Can the EU agree a plan to ease energy crisis?
Just days after Russia said it would not restart gas flows through a critical pipeline to Europe, the bloc’s energy ministers backed overarching plans for a price cap on all gas imports and a levy on power producers.
But, in an emergency meeting late last week, they struggled to agree on the details. They still have to decide whether to cap the price of all imported gas or just supplies from Russia and how to establish a mechanism to skim off the windfall profits of energy companies enjoying record high prices.
With European Commission president Ursula von der Leyen expected in her annual State of the Union address on Wednesday to focus on energy, bureaucrats are trying to find common ground between the 27 member states to prevent blackouts and financial pain for businesses and consumers this winter.
Fredrik Persson, president of industry body BusinessEurope, said “tackling skyrocketing energy prices and finding ways to mitigate them is an urgent matter of survival for both European industries and households”.
Why is the EU acting now?
The announcement by Moscow on Monday that gas supplies would not be restored through the Nordstream 1 pipeline until sanctions imposed after its invasion of Ukraine were lifted has raised fears of a total cut-off of Russian gas.
Last year, the EU imported about 155bn cubic metres of Russian pipeline gas, about 40 per cent of its total supply. That has now dropped to 9 per cent, with reduced flows still reaching Europe through Turkey and Ukraine. The squeeze on supply has helped push prices up to about 10 times their average over the past decade.
EU gas storage levels have reached 83 per cent of their total capacity, well ahead of an 80 per cent target set for the end of October, raising hopes there will be sufficient supplies this winter.
But there is still pressure on politicians to find solutions to the crisis. Many businesses in energy intensive sectors such as fertiliser production and steel have already closed or reduced output, while households are having to cut back on basics such as food to afford energy bills.
What has been proposed?
The commission put forward proposals on Wednesday that included suggestions to skim off the profits of energy companies and recycle the proceeds to households and businesses, an easing of state aid rules to bail out companies hit by high energy bills, a mandatory cut to peak electricity demand and, more tentatively, a cap on the price of gas, including from Russia.

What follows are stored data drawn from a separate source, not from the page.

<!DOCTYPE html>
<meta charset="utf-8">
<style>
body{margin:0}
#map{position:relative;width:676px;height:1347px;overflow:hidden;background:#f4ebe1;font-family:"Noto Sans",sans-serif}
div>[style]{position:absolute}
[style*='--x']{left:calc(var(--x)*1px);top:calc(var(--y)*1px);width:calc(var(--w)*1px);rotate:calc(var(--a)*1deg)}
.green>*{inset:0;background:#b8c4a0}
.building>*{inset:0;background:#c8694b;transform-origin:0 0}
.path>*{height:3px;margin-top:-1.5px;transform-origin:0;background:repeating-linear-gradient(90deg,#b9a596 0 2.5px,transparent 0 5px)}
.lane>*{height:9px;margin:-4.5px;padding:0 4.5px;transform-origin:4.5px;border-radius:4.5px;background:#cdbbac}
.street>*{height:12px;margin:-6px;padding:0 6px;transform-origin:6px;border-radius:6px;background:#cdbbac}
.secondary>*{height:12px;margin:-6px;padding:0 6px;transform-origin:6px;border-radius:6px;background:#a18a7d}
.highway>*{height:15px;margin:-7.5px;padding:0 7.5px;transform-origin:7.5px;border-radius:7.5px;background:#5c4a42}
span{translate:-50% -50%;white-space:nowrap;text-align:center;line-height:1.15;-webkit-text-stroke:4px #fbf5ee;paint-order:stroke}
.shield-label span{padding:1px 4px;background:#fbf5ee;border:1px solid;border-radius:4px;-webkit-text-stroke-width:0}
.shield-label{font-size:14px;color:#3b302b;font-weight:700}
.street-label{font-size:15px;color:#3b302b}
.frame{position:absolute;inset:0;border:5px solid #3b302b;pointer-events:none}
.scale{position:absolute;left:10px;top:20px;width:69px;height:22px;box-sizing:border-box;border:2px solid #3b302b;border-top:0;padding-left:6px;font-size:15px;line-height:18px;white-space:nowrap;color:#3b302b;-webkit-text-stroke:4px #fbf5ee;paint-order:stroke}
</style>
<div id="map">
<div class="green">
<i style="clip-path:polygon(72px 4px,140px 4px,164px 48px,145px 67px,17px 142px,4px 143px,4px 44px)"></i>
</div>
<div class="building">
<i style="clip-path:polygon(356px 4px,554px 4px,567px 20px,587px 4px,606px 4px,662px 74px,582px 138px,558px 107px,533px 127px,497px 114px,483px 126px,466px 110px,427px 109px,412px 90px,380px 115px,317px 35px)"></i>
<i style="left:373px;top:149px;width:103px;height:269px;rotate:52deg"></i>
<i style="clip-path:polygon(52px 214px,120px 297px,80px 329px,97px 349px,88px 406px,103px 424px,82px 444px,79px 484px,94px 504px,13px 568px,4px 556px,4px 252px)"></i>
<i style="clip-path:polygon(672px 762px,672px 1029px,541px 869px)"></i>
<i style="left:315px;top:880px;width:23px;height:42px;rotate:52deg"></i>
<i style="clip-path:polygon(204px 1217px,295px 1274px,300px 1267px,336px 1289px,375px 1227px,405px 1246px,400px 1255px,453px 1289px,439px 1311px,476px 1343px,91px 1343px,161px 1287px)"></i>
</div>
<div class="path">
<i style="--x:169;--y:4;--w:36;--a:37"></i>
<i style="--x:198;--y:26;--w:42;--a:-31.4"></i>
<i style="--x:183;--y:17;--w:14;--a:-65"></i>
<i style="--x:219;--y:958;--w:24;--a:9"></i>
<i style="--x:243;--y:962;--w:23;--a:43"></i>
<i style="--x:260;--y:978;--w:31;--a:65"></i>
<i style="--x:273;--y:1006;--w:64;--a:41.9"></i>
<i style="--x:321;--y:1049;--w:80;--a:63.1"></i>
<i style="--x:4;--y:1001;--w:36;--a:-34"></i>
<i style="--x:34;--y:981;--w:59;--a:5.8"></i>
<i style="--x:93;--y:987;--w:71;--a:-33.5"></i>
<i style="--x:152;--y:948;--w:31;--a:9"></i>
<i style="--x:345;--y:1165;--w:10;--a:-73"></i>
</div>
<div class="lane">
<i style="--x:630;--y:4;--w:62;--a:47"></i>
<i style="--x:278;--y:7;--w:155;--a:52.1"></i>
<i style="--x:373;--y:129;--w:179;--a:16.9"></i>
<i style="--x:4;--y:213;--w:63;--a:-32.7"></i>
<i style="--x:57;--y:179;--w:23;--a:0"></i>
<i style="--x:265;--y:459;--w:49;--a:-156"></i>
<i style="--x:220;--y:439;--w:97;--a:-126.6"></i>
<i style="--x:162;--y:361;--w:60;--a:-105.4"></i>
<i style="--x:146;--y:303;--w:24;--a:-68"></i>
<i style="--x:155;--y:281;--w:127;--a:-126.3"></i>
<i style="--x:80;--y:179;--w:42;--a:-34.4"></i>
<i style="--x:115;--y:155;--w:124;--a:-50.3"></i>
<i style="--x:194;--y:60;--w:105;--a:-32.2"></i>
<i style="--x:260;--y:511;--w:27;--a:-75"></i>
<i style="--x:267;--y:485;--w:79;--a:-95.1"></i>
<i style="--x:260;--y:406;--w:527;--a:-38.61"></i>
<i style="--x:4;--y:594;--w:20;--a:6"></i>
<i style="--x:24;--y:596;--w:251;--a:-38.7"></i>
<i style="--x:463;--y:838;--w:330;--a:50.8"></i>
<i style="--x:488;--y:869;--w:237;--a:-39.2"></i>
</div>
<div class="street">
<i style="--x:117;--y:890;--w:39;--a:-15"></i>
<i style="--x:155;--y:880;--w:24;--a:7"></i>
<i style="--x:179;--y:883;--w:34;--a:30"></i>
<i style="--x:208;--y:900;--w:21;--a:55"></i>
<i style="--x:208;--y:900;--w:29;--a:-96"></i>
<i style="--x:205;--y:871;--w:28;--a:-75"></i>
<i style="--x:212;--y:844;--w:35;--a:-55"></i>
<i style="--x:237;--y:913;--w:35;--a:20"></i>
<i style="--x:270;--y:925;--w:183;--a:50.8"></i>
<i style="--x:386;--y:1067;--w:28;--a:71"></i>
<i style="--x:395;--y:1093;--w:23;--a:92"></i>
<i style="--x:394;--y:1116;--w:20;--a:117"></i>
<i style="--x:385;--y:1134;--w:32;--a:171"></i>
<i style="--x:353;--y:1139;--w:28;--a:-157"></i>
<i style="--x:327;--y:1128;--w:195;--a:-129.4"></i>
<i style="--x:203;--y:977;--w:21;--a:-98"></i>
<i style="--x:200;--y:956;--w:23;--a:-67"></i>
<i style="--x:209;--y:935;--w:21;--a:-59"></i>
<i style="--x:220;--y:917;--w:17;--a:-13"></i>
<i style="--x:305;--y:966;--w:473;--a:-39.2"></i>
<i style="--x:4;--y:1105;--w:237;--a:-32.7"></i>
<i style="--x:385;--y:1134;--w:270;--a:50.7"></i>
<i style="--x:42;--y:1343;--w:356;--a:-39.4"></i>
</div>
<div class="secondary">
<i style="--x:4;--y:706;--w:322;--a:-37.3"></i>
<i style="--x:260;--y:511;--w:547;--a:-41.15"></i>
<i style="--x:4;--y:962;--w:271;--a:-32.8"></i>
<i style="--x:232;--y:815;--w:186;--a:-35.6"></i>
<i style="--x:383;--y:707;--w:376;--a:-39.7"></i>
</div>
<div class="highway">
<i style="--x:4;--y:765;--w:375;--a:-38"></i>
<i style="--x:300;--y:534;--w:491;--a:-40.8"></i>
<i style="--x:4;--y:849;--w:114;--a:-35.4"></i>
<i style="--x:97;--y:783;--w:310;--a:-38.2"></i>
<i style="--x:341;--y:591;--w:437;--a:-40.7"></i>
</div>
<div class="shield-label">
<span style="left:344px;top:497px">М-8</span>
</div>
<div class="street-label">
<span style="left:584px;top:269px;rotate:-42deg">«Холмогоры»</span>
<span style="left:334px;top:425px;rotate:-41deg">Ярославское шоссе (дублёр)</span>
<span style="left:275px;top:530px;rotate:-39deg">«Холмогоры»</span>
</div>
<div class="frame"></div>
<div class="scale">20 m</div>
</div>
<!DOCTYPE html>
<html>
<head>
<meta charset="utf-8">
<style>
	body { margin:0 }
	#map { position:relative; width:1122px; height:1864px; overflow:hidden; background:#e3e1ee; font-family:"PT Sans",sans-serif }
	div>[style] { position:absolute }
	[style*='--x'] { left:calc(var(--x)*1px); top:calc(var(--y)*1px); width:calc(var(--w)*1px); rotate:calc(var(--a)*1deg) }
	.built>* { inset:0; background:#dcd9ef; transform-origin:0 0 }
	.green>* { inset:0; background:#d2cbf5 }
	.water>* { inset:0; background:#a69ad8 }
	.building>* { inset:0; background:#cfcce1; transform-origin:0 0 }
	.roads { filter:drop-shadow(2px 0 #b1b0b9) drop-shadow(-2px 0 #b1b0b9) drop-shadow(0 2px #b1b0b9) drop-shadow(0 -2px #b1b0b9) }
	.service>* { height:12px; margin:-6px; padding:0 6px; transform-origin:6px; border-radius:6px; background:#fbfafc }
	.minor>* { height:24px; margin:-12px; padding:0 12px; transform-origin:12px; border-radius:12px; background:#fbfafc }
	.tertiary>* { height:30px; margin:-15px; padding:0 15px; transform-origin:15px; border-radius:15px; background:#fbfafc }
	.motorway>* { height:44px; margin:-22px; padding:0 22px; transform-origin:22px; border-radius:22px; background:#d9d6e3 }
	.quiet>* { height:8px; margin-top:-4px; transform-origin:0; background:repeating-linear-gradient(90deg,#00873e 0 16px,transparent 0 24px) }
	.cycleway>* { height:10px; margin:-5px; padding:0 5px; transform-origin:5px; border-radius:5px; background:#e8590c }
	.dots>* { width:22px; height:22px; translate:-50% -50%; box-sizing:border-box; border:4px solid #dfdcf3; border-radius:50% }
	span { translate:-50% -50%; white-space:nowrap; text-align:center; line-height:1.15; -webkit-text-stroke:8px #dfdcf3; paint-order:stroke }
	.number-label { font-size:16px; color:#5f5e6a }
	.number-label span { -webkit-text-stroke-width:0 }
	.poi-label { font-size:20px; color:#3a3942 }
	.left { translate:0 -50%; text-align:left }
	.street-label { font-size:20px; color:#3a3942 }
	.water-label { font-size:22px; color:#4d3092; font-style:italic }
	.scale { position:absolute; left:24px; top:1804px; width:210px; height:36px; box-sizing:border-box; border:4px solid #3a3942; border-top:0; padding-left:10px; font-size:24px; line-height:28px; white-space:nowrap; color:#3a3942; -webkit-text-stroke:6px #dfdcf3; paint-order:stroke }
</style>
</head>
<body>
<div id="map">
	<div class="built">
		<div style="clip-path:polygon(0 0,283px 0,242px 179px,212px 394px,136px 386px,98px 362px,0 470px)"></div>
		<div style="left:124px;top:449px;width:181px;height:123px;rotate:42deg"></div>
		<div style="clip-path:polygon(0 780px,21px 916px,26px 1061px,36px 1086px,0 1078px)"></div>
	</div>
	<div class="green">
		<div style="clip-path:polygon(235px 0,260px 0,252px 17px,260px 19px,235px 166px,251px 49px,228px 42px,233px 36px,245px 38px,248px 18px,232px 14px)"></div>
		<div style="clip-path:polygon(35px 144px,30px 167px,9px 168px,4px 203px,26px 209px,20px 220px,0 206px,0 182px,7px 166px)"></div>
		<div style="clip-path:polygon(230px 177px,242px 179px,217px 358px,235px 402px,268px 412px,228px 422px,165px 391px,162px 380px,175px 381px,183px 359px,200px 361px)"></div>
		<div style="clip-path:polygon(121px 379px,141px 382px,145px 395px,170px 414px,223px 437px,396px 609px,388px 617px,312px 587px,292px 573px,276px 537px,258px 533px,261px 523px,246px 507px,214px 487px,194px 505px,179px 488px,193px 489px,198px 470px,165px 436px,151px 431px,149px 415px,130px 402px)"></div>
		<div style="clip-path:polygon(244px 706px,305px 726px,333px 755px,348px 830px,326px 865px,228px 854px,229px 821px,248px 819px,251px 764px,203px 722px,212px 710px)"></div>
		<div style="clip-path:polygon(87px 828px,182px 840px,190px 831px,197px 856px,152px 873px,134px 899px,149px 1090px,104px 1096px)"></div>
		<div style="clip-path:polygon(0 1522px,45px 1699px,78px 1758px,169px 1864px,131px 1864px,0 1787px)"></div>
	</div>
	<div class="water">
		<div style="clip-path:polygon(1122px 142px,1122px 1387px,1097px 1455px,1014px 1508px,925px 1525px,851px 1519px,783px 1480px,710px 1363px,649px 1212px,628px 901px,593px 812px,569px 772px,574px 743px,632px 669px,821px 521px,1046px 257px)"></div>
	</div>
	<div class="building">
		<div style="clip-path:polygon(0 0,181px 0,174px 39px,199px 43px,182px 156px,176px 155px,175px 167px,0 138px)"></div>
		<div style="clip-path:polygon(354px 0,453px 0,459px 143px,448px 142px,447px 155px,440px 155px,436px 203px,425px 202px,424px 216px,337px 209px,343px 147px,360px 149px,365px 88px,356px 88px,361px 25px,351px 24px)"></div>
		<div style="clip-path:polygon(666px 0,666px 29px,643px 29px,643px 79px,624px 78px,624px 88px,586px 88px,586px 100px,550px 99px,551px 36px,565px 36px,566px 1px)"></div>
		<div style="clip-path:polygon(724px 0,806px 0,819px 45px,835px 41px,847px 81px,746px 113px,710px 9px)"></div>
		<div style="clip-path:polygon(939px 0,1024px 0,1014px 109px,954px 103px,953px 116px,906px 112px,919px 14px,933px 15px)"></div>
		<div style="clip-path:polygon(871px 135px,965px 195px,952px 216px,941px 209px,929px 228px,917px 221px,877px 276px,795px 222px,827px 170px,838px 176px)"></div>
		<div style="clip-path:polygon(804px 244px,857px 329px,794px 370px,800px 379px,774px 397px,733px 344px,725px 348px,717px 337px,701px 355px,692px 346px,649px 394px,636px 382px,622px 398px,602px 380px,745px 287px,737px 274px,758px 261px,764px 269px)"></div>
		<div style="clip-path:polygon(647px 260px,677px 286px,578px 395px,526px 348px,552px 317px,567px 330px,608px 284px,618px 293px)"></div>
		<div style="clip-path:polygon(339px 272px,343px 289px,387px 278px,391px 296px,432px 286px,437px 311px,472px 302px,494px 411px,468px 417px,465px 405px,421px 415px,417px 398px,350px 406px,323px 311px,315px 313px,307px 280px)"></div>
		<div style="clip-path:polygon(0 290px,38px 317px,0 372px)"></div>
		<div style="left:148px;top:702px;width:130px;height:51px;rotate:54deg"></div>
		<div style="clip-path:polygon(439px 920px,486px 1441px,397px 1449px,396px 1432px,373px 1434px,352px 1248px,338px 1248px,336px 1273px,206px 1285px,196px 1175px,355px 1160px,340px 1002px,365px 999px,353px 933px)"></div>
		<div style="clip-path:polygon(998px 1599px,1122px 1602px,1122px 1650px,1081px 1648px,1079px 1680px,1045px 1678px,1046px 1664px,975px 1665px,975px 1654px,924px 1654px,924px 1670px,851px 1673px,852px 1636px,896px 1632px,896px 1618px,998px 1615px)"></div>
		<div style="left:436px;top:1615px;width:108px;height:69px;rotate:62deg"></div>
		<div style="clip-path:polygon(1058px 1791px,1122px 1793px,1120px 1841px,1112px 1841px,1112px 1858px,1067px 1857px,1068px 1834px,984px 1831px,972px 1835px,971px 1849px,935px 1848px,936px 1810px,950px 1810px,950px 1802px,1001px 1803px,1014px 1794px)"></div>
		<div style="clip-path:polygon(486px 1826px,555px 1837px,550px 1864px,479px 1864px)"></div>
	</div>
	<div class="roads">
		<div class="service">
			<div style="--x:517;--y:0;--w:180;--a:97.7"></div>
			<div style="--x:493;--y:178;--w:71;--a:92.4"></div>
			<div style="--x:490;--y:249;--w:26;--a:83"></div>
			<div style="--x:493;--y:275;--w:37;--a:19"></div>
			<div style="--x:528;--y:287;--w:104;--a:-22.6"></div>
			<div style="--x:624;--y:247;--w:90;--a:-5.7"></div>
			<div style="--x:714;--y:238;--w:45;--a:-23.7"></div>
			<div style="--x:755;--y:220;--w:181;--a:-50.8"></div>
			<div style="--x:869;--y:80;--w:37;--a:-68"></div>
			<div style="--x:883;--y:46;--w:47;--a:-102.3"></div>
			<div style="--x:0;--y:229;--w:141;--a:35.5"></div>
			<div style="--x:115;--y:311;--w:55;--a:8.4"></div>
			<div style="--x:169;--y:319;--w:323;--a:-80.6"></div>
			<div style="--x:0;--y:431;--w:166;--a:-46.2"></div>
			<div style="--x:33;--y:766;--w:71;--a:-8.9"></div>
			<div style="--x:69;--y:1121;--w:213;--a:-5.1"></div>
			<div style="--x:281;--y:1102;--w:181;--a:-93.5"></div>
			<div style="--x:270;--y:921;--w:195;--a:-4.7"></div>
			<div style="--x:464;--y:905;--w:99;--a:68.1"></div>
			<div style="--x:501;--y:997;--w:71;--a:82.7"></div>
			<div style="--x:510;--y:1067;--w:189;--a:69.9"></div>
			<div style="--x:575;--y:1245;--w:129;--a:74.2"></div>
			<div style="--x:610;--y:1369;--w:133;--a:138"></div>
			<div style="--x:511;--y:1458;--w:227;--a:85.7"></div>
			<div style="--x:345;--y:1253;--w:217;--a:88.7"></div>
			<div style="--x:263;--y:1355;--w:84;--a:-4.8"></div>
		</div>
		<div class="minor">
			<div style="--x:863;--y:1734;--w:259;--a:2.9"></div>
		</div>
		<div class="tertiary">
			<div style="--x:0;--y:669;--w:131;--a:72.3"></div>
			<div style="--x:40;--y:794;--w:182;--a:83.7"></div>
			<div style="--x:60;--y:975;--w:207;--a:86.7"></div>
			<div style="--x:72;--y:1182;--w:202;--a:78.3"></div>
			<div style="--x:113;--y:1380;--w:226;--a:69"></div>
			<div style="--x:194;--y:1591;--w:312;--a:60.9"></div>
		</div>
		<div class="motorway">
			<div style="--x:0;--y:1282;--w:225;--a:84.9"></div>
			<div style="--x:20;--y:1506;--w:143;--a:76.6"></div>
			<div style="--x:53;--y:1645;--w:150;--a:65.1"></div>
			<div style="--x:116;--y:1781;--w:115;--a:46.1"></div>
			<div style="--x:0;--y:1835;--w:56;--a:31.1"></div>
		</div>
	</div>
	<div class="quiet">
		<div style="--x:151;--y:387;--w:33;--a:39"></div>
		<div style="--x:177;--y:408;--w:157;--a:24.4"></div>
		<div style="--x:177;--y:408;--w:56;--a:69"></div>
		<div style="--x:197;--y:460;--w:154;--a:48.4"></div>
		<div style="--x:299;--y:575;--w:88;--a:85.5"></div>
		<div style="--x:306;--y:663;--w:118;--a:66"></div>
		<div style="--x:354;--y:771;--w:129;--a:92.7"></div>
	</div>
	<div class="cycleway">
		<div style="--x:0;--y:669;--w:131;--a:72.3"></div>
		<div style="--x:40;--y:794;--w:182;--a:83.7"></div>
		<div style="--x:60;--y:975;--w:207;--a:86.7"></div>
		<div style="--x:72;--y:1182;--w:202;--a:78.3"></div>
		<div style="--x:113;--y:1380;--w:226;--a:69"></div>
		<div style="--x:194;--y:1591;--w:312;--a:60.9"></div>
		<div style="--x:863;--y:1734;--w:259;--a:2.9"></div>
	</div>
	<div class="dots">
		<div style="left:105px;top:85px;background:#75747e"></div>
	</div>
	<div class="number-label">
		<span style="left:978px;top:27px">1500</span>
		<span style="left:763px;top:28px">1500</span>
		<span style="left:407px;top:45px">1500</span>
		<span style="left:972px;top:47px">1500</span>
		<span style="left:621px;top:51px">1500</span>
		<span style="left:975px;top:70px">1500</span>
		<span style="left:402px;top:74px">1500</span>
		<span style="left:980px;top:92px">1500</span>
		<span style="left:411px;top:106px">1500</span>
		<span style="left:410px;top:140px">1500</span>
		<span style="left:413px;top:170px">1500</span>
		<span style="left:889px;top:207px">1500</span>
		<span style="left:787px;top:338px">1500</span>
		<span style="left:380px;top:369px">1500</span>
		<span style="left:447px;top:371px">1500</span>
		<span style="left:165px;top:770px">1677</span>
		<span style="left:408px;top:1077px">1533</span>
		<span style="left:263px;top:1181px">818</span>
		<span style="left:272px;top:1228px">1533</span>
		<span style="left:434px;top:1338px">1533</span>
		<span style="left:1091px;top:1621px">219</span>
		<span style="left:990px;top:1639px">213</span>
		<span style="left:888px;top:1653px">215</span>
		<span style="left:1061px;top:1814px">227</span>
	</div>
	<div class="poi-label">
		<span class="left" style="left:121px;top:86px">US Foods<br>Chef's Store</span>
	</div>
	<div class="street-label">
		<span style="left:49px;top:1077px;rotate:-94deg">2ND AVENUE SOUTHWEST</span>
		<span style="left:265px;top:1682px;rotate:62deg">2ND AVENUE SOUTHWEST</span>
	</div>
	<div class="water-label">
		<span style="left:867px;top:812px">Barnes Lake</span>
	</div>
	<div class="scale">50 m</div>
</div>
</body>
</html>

At Friday’s meeting, according to the Czechs, who hold the European Council’s rotating presidency until January, ministers agreed that Brussels should focus on four areas: reductions in peak electricity demand; windfall levies on non-gas power production; a broader gas price cap; and provision of liquidity to power producers facing increasingly high collateral demands.
Several EU capitals also called for a break in the link between gas and electricity prices. Others want to temporarily cut the cost of carbon levies that companies pay in recompense for their emissions.
How would the price caps and windfall levy work?
This is where agreement over what should be done breaks down. On gas price caps, countries including Italy, Austria and Greece are opposed to a cap only on Russian imports as they fear that Moscow would cut off the remaining supplies.
Broader consensus was found for a cap on a wider proportion of imports but whether such a cap would only be applied to pipeline gas or to all imports including liquefied natural gas was not agreed.
Denmark and the Netherlands are among the countries that are not keen on an overall cap as they fear that cutting prices would only serve to increase consumption.
“All these broad caps have the disadvantage that you disincentivise [securing] supplies from other countries,” said Hans Vijlbrief, the Dutch minister for extractive industries.
A windfall levy on the profits of non-gas power producers could be structured either as a revenue clawback or as more dynamic price limits that kick in when prices reach certain thresholds.
There is also debate over whether thresholds should be specific for each source of power generation such as coal, nuclear, wind and solar or uniformly applied, in which case more expensive fuels such as coal would be affected more.
Will the plan help consumers?
Analysts at data group Argus Insight said that while the EU’s desire to protect households from poverty was “laudable”, the “unprecedented pace of policy generation has resulted in a number of proposals that would not achieve this aim”.
Measures such as capping the price of all imported gas, for example, could prompt producers such as Algeria and Norway to cut supplies, although Norway has said it is open to the idea. That, in turn, could cause a further increase in prices, the Argus analysts argued.
But Henning Gloystein, director of energy and climate at Eurasia Group, said the combination of price caps, windfall levies and demand reduction “should actually go quite far in preventing energy costs from spiralling further”.
Riina Sikkut, Estonia’s minister of economic affairs and infrastructure, said a mandatory cut to electricity demand “offers huge potential to bring down prices but more important than compulsory saving targets is shifting consumption from peak hours to off-peak hours.”